Priests with their hard skilled thumbs
and prayers then gently strangle them;



mightily released, fluttering alive
and unwinged into dream-dark regions of power,
as home-come siblings, unmindful
of seasonal being thenceforth they dwell.
But the bright unspirited carcasses,
plucked for the prime rites, crops or war,
yield priestly plumes gold-tinged in round;
white down for the common man's prayer sticks.



Password-like, these mind powers of seasons,
bright shapes borne in the suffering world,
tokening old releasers' prayers.
Summers out of mind it was so.
But now as keepsakes these two doze alone.
Fear of law, these late years,
or forgetfulness, holds the priest's
hard-pressed gift from gold-feathered throats.



Burnished shapes dust the sagebrush hourly,
straying down from the high-powered road.
Loitering feet rouse barking peals,
scurries from the shadows of adobe.
Rusted wrecks roost fowl; faint household
sounds, querulous, Asiatic,
echo at the chasm's edge. The glass eyes
click. Pots bang.

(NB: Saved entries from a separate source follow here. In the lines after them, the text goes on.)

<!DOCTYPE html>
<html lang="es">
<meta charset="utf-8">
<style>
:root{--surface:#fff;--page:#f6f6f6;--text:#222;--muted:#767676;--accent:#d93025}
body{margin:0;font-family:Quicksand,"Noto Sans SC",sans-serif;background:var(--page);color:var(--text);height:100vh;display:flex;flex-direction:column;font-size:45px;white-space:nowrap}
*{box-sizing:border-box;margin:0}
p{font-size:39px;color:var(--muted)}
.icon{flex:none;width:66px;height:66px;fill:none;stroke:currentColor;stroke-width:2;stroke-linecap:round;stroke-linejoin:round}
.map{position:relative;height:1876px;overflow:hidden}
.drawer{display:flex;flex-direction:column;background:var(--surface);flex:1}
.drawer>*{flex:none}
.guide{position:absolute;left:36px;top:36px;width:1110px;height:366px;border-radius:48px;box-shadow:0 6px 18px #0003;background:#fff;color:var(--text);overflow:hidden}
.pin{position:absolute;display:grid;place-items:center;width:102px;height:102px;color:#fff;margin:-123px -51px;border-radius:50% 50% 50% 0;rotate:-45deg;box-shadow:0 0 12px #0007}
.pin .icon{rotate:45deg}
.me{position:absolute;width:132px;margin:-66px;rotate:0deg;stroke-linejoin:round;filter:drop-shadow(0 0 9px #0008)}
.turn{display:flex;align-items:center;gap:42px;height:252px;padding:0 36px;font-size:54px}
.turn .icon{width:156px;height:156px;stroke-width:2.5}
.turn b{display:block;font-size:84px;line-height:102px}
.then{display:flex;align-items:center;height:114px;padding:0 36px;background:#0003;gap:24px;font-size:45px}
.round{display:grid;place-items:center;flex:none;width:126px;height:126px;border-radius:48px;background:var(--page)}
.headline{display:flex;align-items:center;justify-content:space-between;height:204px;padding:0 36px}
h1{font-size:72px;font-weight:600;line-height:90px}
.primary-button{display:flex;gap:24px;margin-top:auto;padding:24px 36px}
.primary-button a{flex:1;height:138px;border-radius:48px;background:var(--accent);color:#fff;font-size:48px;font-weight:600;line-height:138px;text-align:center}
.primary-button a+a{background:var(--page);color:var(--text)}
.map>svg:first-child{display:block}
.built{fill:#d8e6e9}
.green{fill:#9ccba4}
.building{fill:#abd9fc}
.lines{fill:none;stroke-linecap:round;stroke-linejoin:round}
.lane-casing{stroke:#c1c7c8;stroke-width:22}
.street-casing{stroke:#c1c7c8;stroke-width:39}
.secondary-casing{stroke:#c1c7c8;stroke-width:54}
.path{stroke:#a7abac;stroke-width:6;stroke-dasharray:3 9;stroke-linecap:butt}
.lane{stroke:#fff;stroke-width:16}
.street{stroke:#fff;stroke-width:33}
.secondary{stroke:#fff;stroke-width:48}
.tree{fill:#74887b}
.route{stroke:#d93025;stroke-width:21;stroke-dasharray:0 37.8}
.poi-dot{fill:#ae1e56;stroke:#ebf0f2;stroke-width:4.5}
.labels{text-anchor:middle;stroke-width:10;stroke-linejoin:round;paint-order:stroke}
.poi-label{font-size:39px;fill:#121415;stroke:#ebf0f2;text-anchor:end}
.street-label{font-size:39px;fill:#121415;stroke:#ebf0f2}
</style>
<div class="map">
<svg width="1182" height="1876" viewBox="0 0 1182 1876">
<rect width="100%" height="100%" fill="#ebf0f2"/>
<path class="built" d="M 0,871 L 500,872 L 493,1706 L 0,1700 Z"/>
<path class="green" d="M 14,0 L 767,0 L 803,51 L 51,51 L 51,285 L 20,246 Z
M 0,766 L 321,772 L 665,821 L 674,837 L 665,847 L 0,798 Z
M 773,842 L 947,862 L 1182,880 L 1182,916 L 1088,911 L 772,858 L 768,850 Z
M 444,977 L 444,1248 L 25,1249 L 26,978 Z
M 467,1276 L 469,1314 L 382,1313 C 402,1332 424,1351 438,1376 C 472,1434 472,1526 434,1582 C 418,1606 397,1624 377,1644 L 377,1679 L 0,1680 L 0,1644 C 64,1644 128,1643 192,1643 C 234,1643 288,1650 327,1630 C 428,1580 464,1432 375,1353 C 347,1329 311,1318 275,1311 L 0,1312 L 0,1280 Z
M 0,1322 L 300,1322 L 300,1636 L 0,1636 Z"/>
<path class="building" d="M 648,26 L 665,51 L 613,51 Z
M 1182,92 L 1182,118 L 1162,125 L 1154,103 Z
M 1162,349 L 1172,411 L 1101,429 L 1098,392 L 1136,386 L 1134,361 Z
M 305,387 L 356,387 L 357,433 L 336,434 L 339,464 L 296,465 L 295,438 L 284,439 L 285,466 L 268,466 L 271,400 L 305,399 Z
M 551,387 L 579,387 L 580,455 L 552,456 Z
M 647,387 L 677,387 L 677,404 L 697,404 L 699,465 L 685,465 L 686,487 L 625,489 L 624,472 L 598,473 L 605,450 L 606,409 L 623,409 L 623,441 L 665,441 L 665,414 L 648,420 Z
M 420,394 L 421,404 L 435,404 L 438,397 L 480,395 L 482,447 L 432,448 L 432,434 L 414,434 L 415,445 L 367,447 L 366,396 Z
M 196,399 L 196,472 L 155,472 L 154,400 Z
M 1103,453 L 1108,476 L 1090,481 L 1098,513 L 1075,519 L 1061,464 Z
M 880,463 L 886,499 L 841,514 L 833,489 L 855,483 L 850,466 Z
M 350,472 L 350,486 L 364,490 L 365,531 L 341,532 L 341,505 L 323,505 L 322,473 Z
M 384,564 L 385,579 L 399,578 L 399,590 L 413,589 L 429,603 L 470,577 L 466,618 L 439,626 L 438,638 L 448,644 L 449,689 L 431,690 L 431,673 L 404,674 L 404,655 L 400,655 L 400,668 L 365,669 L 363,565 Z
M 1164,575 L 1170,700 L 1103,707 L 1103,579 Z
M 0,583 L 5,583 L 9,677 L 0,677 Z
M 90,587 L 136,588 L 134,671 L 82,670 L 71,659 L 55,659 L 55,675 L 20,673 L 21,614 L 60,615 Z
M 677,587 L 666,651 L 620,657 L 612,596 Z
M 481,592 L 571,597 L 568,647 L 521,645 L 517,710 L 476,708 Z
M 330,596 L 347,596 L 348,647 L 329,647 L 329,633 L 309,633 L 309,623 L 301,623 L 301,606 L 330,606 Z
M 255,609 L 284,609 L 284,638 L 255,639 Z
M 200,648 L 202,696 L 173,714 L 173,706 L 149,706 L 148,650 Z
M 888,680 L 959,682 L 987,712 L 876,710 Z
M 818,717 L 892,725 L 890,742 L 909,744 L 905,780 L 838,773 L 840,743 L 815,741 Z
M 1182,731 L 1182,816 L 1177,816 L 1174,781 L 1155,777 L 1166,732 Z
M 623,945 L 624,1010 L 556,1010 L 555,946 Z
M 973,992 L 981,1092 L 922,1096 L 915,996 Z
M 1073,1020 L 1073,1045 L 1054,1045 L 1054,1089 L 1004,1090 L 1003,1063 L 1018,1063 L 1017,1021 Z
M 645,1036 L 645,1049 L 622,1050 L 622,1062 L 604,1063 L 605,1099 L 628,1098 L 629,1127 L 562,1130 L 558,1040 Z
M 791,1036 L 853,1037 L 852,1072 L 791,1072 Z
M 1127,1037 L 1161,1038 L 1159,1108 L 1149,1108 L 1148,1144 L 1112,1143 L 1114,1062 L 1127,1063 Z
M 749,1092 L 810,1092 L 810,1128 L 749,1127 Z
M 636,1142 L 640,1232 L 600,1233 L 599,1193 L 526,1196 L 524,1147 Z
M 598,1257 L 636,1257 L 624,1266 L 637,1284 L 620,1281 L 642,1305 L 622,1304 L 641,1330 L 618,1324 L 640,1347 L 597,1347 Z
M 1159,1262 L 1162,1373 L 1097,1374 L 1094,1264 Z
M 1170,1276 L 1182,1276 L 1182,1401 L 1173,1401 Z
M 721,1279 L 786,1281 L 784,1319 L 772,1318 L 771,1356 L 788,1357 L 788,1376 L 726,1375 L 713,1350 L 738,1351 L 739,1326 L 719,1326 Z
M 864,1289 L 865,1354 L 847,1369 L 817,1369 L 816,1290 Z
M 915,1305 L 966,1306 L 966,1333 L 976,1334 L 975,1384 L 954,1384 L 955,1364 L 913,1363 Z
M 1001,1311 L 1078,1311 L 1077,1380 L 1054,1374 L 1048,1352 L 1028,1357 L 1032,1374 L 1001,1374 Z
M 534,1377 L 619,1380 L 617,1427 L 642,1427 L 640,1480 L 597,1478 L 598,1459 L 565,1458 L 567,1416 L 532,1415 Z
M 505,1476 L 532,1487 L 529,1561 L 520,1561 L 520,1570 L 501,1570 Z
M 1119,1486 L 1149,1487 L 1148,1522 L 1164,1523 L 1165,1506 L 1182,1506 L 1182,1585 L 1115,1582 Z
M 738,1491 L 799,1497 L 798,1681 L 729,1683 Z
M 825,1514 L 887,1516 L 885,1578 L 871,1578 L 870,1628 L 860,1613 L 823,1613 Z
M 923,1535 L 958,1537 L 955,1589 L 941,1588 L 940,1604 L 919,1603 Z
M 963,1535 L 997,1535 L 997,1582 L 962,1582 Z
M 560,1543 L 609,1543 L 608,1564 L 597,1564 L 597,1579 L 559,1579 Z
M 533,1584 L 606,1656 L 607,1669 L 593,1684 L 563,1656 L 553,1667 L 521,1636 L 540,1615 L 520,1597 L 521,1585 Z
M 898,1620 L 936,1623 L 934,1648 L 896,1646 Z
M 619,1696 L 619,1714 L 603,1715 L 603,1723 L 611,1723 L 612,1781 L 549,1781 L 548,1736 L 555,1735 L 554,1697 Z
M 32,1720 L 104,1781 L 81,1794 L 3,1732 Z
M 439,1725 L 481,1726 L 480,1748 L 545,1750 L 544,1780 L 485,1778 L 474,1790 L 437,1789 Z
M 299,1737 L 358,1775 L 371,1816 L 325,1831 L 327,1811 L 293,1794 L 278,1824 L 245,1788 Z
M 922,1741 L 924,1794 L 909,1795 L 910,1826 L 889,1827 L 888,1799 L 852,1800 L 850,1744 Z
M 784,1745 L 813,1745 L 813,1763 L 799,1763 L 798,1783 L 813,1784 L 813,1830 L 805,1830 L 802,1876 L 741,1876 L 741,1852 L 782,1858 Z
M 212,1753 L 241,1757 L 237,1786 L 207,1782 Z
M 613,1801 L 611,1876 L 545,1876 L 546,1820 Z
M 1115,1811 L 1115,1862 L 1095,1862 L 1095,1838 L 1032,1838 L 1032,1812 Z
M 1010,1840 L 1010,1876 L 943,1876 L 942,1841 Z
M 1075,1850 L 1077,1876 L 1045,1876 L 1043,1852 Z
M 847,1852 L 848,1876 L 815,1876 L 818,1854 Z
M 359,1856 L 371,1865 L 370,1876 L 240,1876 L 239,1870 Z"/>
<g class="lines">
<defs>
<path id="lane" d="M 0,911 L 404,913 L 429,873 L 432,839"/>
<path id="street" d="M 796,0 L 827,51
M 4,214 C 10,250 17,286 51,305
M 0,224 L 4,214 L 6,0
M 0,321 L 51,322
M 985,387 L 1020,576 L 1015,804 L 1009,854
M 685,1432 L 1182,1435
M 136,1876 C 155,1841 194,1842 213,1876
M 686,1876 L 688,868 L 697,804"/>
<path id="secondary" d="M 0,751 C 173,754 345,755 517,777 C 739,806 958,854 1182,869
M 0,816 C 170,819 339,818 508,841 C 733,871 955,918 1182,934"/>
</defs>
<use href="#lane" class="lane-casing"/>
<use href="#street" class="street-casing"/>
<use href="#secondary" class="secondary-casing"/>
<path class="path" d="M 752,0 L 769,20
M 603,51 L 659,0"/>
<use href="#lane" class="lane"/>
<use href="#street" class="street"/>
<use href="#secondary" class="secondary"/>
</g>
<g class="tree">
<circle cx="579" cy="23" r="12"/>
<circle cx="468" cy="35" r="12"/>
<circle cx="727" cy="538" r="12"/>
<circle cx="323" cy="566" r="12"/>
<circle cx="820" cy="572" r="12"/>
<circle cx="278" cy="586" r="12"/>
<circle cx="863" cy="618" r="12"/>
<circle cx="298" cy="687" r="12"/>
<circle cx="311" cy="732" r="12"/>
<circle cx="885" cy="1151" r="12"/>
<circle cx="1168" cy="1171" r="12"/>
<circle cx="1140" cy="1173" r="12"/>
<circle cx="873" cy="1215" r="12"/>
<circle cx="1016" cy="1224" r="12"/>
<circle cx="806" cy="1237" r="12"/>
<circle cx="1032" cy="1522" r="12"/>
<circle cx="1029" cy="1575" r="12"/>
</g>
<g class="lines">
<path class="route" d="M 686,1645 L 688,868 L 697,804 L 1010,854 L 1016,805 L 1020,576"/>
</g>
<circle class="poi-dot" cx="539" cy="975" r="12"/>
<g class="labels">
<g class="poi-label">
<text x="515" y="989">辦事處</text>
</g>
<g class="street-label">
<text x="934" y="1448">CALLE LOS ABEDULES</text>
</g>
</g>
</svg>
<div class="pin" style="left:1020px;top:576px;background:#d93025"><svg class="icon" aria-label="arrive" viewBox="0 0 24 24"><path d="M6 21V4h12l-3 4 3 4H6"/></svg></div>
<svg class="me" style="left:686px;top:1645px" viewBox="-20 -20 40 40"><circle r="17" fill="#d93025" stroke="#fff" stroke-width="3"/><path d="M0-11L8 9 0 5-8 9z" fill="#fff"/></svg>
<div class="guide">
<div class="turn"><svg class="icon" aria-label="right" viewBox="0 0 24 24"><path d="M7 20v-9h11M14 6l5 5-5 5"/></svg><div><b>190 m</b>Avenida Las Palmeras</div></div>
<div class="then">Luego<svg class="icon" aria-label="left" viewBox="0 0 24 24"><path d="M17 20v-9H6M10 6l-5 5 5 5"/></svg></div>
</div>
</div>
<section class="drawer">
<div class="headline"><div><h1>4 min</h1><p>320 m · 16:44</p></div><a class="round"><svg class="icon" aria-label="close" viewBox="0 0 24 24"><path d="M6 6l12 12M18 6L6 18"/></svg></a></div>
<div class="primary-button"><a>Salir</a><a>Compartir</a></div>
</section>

They depart.



Shimmering and vast visions of aridity
swim to the gold thralls' effortless sight.
Minute ore-carriers, groaning astraddle
their burden, heave to light petrified
lees of a fern-garden, monster-trodden anew,
while brandished off where brazen
dust clouds hang in growing
billows over testing grounds,



giant claws mine the marred horizon.
Snaked earth, crow-spotted through the sun-leagues,
coils in their fierce emphatic eyes,
cleansed by the flicker of the lids' nictation.
Bright existence makes them tired.
Stretching like sun-vexed passengers,
idly, each tucks a talon's fist
in golden underdown.



Dark's first breeze, canyon-bred, balloons
the bleached man-shapes, spirited and fast
dispirited again, that ring their roost.
Elevated, purpled by the frantic sun,
the far rim grows a thundrous crest.
Phosphorous eyes light depths of adobe.
The cagelike hum of metal reeds
choirs other worlds.



Suddenly awake, startled at the arc
of a sun-stolen splendor, hurling up high
and hornlike from the crest,
with glimmering and journey-weary eyes,
the warriors, tranced to the march
of the worldwide ravishing darkness,
watch the glowing fusile shape that climbs it,
unwinged, homing, to the verge of sight.